**DATASET RECORDS:**
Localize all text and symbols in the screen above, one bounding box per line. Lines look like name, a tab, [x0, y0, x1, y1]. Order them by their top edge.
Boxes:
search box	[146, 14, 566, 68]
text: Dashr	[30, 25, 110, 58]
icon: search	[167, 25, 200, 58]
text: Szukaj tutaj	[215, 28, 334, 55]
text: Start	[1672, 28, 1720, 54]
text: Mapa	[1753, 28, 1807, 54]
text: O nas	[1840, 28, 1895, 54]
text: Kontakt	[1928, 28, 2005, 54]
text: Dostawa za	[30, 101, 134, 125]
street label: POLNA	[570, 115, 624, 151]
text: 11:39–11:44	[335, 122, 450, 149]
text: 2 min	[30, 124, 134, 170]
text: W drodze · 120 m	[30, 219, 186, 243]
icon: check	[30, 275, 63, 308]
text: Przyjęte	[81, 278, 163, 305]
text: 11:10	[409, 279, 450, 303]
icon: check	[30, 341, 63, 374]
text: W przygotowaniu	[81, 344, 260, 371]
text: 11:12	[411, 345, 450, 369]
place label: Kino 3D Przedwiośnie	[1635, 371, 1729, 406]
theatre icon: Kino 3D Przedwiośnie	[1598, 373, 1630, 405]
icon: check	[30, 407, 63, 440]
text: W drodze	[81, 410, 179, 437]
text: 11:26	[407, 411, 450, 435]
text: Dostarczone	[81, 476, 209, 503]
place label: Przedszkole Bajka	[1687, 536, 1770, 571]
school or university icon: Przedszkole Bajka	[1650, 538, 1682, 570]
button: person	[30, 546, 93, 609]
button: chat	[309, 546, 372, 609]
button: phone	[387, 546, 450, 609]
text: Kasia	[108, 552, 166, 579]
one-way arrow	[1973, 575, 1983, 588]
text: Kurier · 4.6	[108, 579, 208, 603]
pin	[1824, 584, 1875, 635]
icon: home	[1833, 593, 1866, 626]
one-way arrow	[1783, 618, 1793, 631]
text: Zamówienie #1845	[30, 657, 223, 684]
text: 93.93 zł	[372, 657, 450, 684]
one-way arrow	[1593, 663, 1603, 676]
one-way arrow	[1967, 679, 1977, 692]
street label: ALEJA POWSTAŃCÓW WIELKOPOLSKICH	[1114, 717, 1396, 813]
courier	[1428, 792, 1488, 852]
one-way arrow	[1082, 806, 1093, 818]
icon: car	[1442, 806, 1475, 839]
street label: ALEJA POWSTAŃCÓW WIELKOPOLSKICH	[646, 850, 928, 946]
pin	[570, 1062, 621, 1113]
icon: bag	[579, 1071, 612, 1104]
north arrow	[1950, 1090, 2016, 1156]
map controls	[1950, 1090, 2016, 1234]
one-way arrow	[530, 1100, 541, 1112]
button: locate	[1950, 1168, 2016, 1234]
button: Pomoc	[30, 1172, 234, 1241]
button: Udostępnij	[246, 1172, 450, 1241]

**WHAT NEEDS TO BE DONE:** An exact reproduction of the material above is required.

**ANSWER TO THE PROBLEM:**
Localize all text and symbols in the screen above, one bounding box per line. Lines look like name, a tab, [x0, y0, x1, y1]. Order them by their top edge.
Boxes:
search box	[146, 14, 566, 68]
text: Dashr	[30, 25, 110, 58]
icon: search	[167, 25, 200, 58]
text: Szukaj tutaj	[215, 28, 334, 55]
text: Start	[1672, 28, 1720, 54]
text: Mapa	[1753, 28, 1807, 54]
text: O nas	[1840, 28, 1895, 54]
text: Kontakt	[1928, 28, 2005, 54]
text: Dostawa za	[30, 101, 134, 125]
street label: POLNA	[570, 115, 624, 151]
text: 11:39–11:44	[335, 122, 450, 149]
text: 2 min	[30, 124, 134, 170]
text: W drodze · 120 m	[30, 219, 186, 243]
icon: check	[30, 275, 63, 308]
text: Przyjęte	[81, 278, 163, 305]
text: 11:10	[409, 279, 450, 303]
icon: check	[30, 341, 63, 374]
text: W przygotowaniu	[81, 344, 260, 371]
text: 11:12	[411, 345, 450, 369]
place label: Kino 3D Przedwiośnie	[1635, 371, 1729, 406]
theatre icon: Kino 3D Przedwiośnie	[1598, 373, 1630, 405]
icon: check	[30, 407, 63, 440]
text: W drodze	[81, 410, 179, 437]
text: 11:26	[407, 411, 450, 435]
text: Dostarczone	[81, 476, 209, 503]
place label: Przedszkole Bajka	[1687, 536, 1770, 571]
school or university icon: Przedszkole Bajka	[1650, 538, 1682, 570]
button: person	[30, 546, 93, 609]
button: chat	[309, 546, 372, 609]
button: phone	[387, 546, 450, 609]
text: Kasia	[108, 552, 166, 579]
one-way arrow	[1973, 575, 1983, 588]
text: Kurier · 4.6	[108, 579, 208, 603]
pin	[1824, 584, 1875, 635]
icon: home	[1833, 593, 1866, 626]
one-way arrow	[1783, 618, 1793, 631]
text: Zamówienie #1845	[30, 657, 223, 684]
text: 93.93 zł	[372, 657, 450, 684]
one-way arrow	[1593, 663, 1603, 676]
one-way arrow	[1967, 679, 1977, 692]
street label: ALEJA POWSTAŃCÓW WIELKOPOLSKICH	[1114, 717, 1396, 813]
courier	[1428, 792, 1488, 852]
one-way arrow	[1082, 806, 1093, 818]
icon: car	[1442, 806, 1475, 839]
street label: ALEJA POWSTAŃCÓW WIELKOPOLSKICH	[646, 850, 928, 946]
pin	[570, 1062, 621, 1113]
icon: bag	[579, 1071, 612, 1104]
north arrow	[1950, 1090, 2016, 1156]
map controls	[1950, 1090, 2016, 1234]
one-way arrow	[530, 1100, 541, 1112]
button: locate	[1950, 1168, 2016, 1234]
button: Pomoc	[30, 1172, 234, 1241]
button: Udostępnij	[246, 1172, 450, 1241]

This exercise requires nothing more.